═══ Source information ═══
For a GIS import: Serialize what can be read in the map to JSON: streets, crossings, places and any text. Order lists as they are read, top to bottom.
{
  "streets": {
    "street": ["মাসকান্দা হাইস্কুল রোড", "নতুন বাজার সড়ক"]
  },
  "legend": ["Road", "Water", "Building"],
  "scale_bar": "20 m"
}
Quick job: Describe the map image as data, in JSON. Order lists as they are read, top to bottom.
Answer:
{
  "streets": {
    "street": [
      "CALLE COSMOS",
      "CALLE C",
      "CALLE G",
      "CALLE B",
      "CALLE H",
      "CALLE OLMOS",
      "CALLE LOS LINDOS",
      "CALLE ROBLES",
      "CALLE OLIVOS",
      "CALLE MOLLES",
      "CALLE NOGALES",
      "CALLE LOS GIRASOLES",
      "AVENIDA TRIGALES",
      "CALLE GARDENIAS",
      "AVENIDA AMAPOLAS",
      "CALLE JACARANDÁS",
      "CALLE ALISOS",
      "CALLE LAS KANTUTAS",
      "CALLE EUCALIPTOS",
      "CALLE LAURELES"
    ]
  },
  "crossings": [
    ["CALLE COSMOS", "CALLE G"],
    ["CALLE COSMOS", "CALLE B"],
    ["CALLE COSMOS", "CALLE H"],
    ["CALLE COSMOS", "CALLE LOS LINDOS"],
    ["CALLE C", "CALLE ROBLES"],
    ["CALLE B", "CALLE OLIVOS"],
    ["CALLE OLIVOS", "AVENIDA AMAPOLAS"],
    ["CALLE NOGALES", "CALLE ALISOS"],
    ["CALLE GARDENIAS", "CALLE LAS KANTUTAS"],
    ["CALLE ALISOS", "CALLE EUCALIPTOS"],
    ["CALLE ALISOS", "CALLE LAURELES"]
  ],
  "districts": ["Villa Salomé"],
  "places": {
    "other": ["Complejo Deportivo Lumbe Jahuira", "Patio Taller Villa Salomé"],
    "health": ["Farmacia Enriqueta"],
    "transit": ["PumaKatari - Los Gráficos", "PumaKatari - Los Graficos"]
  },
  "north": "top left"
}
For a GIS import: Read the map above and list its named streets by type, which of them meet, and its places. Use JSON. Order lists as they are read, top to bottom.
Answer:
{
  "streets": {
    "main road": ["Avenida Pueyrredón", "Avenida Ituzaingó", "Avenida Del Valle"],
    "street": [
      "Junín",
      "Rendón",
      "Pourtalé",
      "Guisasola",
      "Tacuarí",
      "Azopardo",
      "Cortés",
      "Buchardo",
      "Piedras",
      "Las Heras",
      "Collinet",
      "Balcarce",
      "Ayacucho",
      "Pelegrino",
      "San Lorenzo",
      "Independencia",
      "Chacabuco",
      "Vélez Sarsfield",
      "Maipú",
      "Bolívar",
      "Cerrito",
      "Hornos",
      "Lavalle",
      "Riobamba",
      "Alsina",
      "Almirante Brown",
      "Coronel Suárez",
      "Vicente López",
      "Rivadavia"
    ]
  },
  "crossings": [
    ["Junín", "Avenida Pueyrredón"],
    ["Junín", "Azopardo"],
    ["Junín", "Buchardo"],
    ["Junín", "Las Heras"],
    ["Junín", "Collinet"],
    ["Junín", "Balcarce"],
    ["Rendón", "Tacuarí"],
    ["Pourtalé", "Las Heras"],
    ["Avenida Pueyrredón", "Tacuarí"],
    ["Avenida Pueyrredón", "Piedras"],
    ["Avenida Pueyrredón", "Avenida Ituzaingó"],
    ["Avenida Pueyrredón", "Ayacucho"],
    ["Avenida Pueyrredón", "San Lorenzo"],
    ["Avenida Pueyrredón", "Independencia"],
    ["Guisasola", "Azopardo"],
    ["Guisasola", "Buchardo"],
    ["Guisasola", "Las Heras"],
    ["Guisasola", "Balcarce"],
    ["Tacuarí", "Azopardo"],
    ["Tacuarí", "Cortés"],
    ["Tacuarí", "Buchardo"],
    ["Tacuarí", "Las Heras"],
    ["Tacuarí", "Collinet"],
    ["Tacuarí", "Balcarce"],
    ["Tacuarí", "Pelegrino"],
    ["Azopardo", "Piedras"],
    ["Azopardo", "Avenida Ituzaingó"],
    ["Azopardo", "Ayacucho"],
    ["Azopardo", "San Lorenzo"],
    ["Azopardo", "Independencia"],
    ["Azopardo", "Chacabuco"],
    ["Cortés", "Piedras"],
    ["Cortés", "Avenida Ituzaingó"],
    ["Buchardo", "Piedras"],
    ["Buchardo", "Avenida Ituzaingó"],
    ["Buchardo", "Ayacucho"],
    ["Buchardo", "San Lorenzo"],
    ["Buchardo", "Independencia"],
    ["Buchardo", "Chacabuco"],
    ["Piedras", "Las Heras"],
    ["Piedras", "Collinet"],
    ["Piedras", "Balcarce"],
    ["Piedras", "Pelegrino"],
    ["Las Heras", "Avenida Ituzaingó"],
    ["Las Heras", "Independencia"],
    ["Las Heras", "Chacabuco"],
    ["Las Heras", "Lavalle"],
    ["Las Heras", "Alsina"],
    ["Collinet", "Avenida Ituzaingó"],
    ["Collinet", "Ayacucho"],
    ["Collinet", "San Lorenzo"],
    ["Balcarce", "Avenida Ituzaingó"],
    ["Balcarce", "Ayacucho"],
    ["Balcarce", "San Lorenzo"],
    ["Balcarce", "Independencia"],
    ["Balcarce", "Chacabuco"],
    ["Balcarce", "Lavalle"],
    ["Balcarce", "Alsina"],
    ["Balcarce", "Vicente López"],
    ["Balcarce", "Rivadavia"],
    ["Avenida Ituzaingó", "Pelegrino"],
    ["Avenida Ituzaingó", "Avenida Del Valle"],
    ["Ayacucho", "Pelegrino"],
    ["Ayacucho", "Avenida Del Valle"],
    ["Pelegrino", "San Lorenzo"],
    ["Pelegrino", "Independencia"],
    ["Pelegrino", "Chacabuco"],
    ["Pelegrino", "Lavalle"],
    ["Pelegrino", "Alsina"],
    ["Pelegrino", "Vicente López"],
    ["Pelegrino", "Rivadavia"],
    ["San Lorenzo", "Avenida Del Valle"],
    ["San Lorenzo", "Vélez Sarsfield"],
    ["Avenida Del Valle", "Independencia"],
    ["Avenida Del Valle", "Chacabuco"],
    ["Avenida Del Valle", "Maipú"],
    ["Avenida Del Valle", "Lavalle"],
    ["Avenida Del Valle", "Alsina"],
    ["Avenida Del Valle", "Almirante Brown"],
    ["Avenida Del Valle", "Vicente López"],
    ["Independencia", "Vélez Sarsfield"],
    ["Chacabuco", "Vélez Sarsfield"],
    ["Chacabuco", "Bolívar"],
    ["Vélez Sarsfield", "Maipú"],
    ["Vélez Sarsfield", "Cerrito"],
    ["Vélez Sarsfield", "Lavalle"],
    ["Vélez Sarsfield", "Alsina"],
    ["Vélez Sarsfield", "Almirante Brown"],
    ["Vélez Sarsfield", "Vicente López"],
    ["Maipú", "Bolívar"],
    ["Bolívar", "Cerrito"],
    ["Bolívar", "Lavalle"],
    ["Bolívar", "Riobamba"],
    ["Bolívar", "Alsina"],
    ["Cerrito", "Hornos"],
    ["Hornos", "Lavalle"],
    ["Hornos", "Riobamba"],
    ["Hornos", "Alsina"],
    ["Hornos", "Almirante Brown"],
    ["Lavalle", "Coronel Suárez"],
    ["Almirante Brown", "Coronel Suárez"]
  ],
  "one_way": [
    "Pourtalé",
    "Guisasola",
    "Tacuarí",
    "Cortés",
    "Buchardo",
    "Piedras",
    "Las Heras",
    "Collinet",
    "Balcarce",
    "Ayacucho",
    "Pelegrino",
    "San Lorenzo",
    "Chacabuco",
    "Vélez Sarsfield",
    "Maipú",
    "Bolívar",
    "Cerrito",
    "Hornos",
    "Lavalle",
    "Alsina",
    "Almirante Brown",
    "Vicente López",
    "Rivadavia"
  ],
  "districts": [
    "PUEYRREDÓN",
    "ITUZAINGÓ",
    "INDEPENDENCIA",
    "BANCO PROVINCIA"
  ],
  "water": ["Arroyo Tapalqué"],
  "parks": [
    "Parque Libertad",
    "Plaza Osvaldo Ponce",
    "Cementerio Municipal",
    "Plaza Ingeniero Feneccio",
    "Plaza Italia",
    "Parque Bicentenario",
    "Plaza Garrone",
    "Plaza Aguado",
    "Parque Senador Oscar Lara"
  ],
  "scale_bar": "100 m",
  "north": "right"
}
═══
### Task directions
The required answer is the run of lines above, starting at the line with "Quick job: Describe" and ending at the line with "For a GIS import: Read", reproduced exactly with both ends.

### Answer to the problem
Quick job: Describe the map image as data, in JSON. Order lists as they are read, top to bottom.
Answer:
{
  "streets": {
    "street": [
      "CALLE COSMOS",
      "CALLE C",
      "CALLE G",
      "CALLE B",
      "CALLE H",
      "CALLE OLMOS",
      "CALLE LOS LINDOS",
      "CALLE ROBLES",
      "CALLE OLIVOS",
      "CALLE MOLLES",
      "CALLE NOGALES",
      "CALLE LOS GIRASOLES",
      "AVENIDA TRIGALES",
      "CALLE GARDENIAS",
      "AVENIDA AMAPOLAS",
      "CALLE JACARANDÁS",
      "CALLE ALISOS",
      "CALLE LAS KANTUTAS",
      "CALLE EUCALIPTOS",
      "CALLE LAURELES"
    ]
  },
  "crossings": [
    ["CALLE COSMOS", "CALLE G"],
    ["CALLE COSMOS", "CALLE B"],
    ["CALLE COSMOS", "CALLE H"],
    ["CALLE COSMOS", "CALLE LOS LINDOS"],
    ["CALLE C", "CALLE ROBLES"],
    ["CALLE B", "CALLE OLIVOS"],
    ["CALLE OLIVOS", "AVENIDA AMAPOLAS"],
    ["CALLE NOGALES", "CALLE ALISOS"],
    ["CALLE GARDENIAS", "CALLE LAS KANTUTAS"],
    ["CALLE ALISOS", "CALLE EUCALIPTOS"],
    ["CALLE ALISOS", "CALLE LAURELES"]
  ],
  "districts": ["Villa Salomé"],
  "places": {
    "other": ["Complejo Deportivo Lumbe Jahuira", "Patio Taller Villa Salomé"],
    "health": ["Farmacia Enriqueta"],
    "transit": ["PumaKatari - Los Gráficos", "PumaKatari - Los Graficos"]
  },
  "north": "top left"
}
For a GIS import: Read the map above and list its named streets by type, which of them meet, and its places. Use JSON. Order lists as they are read, top to bottom.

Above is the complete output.